__Your goal__. Keeping pictures out, repeat the lines of the listing below exactly, starting at its first line and finishing with the one that holds "1px #504948) drop-shadow(0".

------------------------------------------------

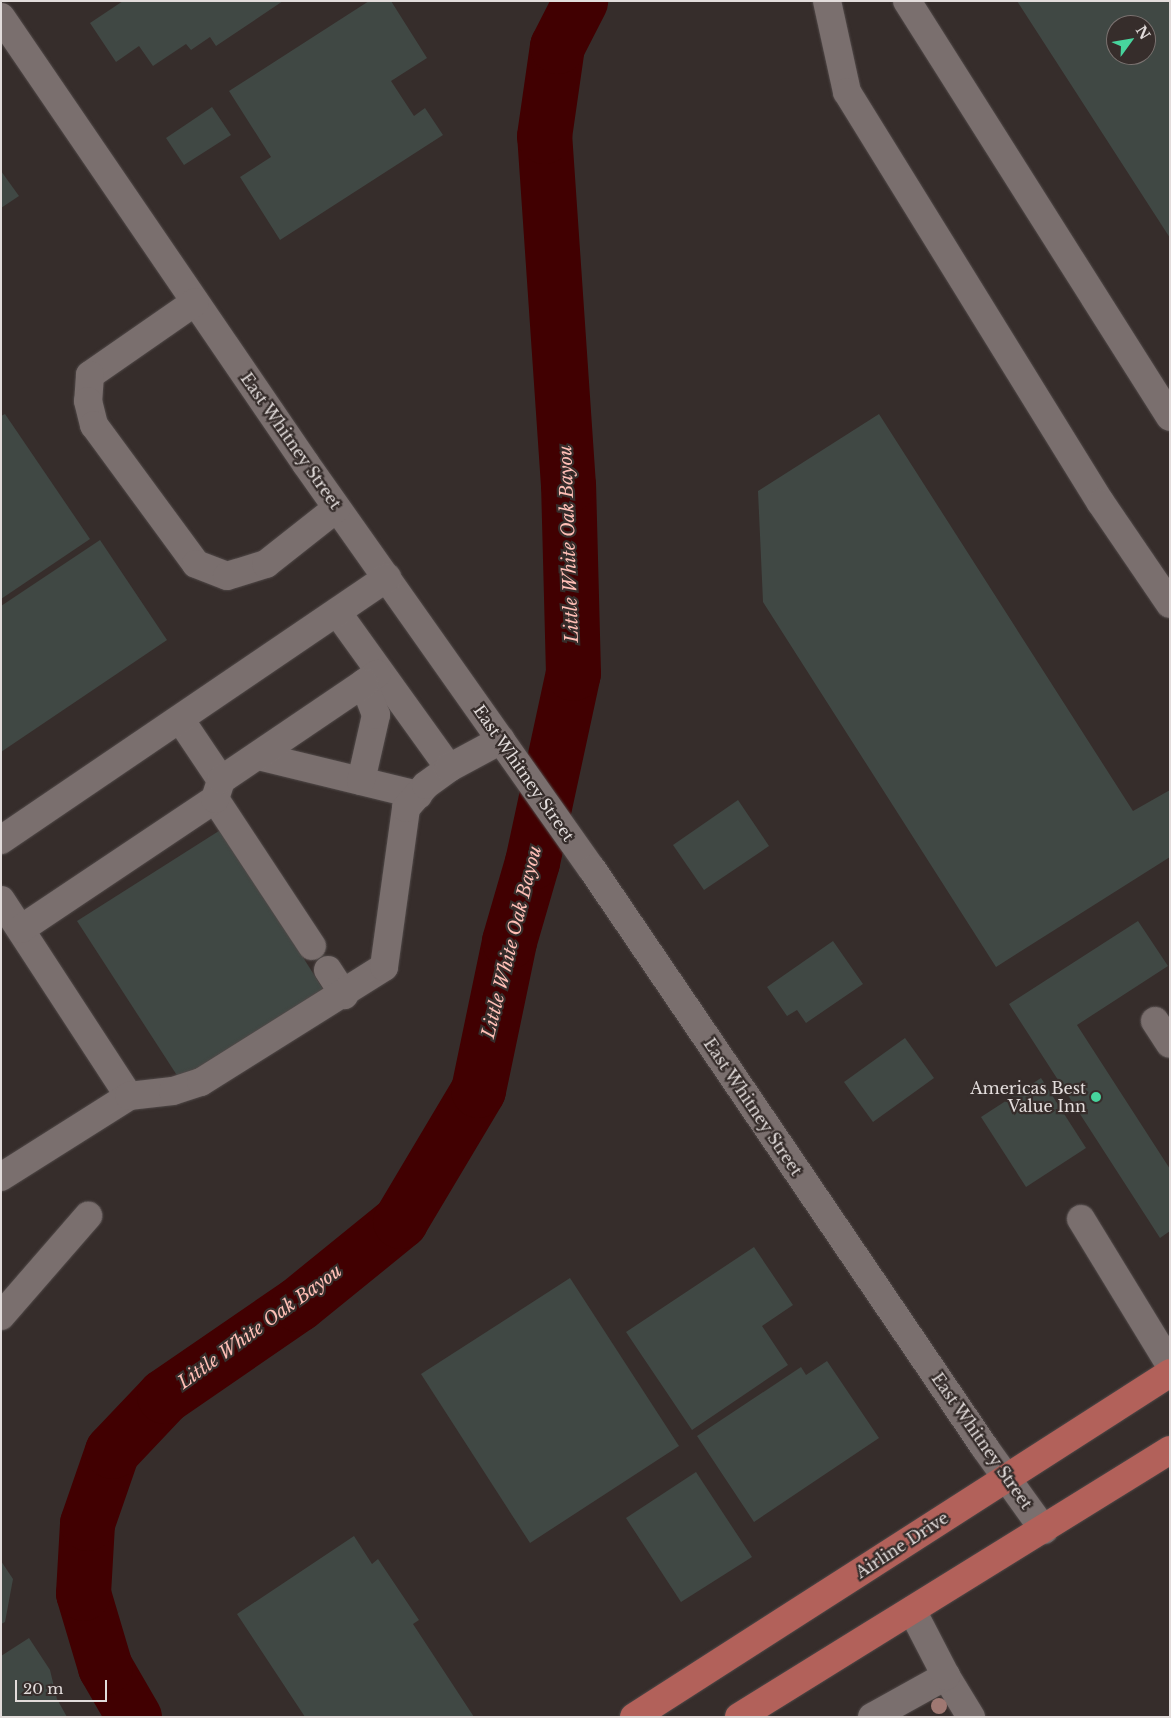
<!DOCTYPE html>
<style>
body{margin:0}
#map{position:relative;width:1171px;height:1718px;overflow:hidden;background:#362d2b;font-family:"Libre Baskerville",serif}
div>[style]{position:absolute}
.river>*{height:55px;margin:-27.5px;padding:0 27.5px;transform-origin:27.5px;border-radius:27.5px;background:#410001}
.building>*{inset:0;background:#404844}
.roads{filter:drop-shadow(0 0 1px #504948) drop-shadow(0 0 1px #504948)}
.minor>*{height:28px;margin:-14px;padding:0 14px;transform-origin:14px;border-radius:14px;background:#7a6f6e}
.major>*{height:28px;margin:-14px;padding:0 14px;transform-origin:14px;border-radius:14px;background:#b2615a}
.trees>*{width:16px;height:16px;margin:-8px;border-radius:50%;background:#9f7872}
.dots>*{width:14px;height:14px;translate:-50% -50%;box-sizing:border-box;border:2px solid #362d2b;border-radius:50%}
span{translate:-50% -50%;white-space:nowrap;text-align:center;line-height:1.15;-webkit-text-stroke:4.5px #362d2b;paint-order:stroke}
.street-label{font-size:16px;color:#e2dcdb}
.poi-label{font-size:16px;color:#e2dcdb}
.right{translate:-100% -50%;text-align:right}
.water-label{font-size:18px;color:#ffbfb6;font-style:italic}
.frame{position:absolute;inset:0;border:2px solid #e2dcdb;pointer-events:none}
.north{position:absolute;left:1106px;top:15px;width:50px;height:50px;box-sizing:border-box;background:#362d2b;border:1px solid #7b7371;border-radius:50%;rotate:58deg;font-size:14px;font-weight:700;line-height:20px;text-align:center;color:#e2dcdb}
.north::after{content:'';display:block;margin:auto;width:18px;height:22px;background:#47d49d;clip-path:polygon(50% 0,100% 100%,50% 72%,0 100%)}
.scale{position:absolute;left:15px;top:1680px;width:92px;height:22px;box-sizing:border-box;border:2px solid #e2dcdb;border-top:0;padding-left:6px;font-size:15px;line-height:18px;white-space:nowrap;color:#e2dcdb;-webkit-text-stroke:4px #362d2b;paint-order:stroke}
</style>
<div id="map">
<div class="river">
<div style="left:134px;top:1717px;width:58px;rotate:-120.1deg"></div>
<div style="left:105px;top:1667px;width:77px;rotate:-106.6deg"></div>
<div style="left:83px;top:1593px;width:70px;rotate:-86.7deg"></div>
<div style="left:87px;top:1523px;width:76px;rotate:-70.9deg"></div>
<div style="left:112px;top:1451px;width:76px;rotate:-46.6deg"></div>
<div style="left:164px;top:1396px;width:163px;rotate:-34.5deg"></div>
<div style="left:298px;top:1304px;width:132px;rotate:-39.1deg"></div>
<div style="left:400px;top:1221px;width:152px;rotate:-59.2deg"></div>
<div style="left:478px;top:1090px;width:152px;rotate:-78.2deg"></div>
<div style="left:509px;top:941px;width:82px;rotate:-73.8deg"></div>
<div style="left:532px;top:862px;width:193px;rotate:-77.8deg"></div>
<div style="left:573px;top:673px;width:188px;rotate:-91.5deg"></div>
<div style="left:568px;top:485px;width:350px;rotate:-93.9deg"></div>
<div style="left:544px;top:136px;width:91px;rotate:-81.8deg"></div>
<div style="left:557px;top:46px;width:51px;rotate:-62.9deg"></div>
</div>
<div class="building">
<div style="clip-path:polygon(123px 1px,283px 1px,216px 46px,210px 37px,191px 50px,186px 44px,153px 66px,139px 46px,116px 62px,90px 23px)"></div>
<div style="clip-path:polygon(369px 1px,391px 1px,427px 58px,391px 81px,414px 116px,425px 108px,443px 135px,280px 240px,240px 177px,271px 157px,229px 91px)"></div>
<div style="clip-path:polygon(evenodd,1017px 1px,1170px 1px,1170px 238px,1017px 1px,1116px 25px,1146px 25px,1146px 55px,1116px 55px,1116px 25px)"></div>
<div style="clip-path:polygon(212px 107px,231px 135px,184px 165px,166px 138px)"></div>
<div style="clip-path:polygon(1px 171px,19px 196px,1px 208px)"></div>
<div style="clip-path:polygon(5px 414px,90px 539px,1px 599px,1px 416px)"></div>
<div style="clip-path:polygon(879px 414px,1133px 811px,1170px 790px,1170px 857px,996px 967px,763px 602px,758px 491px)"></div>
<div style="clip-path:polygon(100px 540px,167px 640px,1px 752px,1px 606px)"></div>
<div style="clip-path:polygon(738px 800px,769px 846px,704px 890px,673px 845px)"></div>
<div style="clip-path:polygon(222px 829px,323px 989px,180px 1080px,77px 921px)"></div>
<div style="clip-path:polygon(1138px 921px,1168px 966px,1077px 1025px,1170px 1169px,1170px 1231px,1160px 1238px,1009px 1004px)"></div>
<div style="clip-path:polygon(833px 941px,863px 984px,806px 1023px,797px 1010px,787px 1016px,767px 987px)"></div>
<div style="clip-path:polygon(905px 1038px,934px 1078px,873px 1122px,844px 1082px)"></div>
<div style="clip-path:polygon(1041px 1078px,1086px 1148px,1026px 1187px,981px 1117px)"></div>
<div style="clip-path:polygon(754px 1247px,793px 1305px,762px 1326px,788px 1365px,692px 1430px,626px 1332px)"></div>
<div style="clip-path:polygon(570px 1278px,679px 1446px,530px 1543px,421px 1374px)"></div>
<div style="clip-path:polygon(827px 1361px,879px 1438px,754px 1522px,697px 1436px,801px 1367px,806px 1375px)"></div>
<div style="clip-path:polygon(696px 1472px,752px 1557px,681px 1602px,626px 1518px)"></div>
<div style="clip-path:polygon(354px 1536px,372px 1564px,378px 1559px,419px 1620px,413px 1624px,474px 1717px,305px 1717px,237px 1614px)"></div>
<div style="clip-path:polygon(1px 1561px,13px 1579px,5px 1622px,1px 1624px)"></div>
<div style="clip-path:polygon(29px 1638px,50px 1670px,57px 1699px,67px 1717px,1px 1717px,1px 1656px)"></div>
</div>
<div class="roads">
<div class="minor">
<div style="left:827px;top:1px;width:93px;rotate:77.6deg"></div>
<div style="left:847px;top:92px;width:483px;rotate:58.3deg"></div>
<div style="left:1101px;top:503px;width:122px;rotate:55.7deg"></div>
<div style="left:907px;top:1px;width:492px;rotate:57.7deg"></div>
<div style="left:1px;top:17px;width:541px;rotate:55.69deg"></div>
<div style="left:306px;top:464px;width:496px;rotate:54.8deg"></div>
<div style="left:592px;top:869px;width:700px;rotate:55.83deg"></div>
<div style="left:985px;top:1448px;width:101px;rotate:54.3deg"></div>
<div style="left:195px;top:302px;width:128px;rotate:145.2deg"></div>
<div style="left:90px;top:375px;width:26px;rotate:94deg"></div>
<div style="left:88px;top:401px;width:25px;rotate:76deg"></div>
<div style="left:94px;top:425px;width:172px;rotate:53.7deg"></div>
<div style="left:196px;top:564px;width:33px;rotate:21deg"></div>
<div style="left:227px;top:576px;width:41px;rotate:-17.1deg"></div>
<div style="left:266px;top:564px;width:90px;rotate:-38.3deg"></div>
<div style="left:337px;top:612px;width:192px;rotate:54.3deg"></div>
<div style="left:180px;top:719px;width:73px;rotate:56.1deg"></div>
<div style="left:258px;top:756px;width:165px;rotate:13.7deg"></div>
<div style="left:361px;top:781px;width:68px;rotate:-77.2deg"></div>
<div style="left:376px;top:715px;width:34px;rotate:-111deg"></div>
<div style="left:364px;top:683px;width:16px;rotate:-35deg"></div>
<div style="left:215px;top:799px;width:176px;rotate:56.6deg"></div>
<div style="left:1px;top:840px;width:467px;rotate:-34.2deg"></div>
<div style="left:1px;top:900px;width:234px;rotate:56.9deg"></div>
<div style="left:21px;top:929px;width:234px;rotate:-33.8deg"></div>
<div style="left:215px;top:799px;width:20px;rotate:-72deg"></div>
<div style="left:221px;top:780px;width:173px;rotate:-34.1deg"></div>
<div style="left:328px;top:970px;width:30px;rotate:57deg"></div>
<div style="left:1155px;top:1021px;width:27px;rotate:57deg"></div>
<div style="left:1px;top:1177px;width:151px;rotate:-32.3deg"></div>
<div style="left:129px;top:1096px;width:44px;rotate:-6.5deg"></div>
<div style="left:173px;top:1091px;width:29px;rotate:-18deg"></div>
<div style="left:201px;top:1082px;width:216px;rotate:-32.1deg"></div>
<div style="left:384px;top:967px;width:161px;rotate:-82.1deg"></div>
<div style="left:406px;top:808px;width:30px;rotate:-49deg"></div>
<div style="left:426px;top:785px;width:29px;rotate:-36deg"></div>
<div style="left:449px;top:768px;width:59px;rotate:-28.3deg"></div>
<div style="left:1081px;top:1219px;width:171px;rotate:58.6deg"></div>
<div style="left:1px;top:1316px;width:133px;rotate:-49deg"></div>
<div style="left:946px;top:1676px;width:48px;rotate:58.6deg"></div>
<div style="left:872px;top:1717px;width:85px;rotate:-29deg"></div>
<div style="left:946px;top:1676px;width:74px;rotate:-117.3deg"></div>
</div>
<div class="major">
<div style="left:634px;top:1717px;width:637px;rotate:-32.69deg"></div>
<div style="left:739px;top:1717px;width:507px;rotate:-31.78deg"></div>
</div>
</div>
<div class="trees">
<div style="left:939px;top:1706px"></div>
</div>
<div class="dots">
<div style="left:1096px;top:1097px;background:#47d49d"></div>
</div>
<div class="street-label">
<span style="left:291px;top:441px;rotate:55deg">East Whitney Street</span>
<span style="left:524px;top:773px;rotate:55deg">East Whitney Street</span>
<span style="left:753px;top:1107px;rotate:56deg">East Whitney Street</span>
<span style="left:982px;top:1441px;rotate:55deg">East Whitney Street</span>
<span style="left:902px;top:1545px;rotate:-33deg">Airline Drive</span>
</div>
<div class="poi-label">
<span class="right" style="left:1086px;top:1097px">Americas Best<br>Value Inn</span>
</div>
<div class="water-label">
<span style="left:569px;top:544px;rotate:-92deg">Little White Oak Bayou</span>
<span style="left:512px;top:942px;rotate:-76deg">Little White Oak Bayou</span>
<span style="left:260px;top:1327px;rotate:-36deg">Little White Oak Bayou</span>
</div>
<div class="frame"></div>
<div class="north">N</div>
<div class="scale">20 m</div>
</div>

------------------------------------------------

__Answer for the task__.
<!DOCTYPE html>
<style>
body{margin:0}
#map{position:relative;width:1171px;height:1718px;overflow:hidden;background:#362d2b;font-family:"Libre Baskerville",serif}
div>[style]{position:absolute}
.river>*{height:55px;margin:-27.5px;padding:0 27.5px;transform-origin:27.5px;border-radius:27.5px;background:#410001}
.building>*{inset:0;background:#404844}
.roads{filter:drop-shadow(0 0 1px #504948) drop-shadow(0 0 1px #504948)}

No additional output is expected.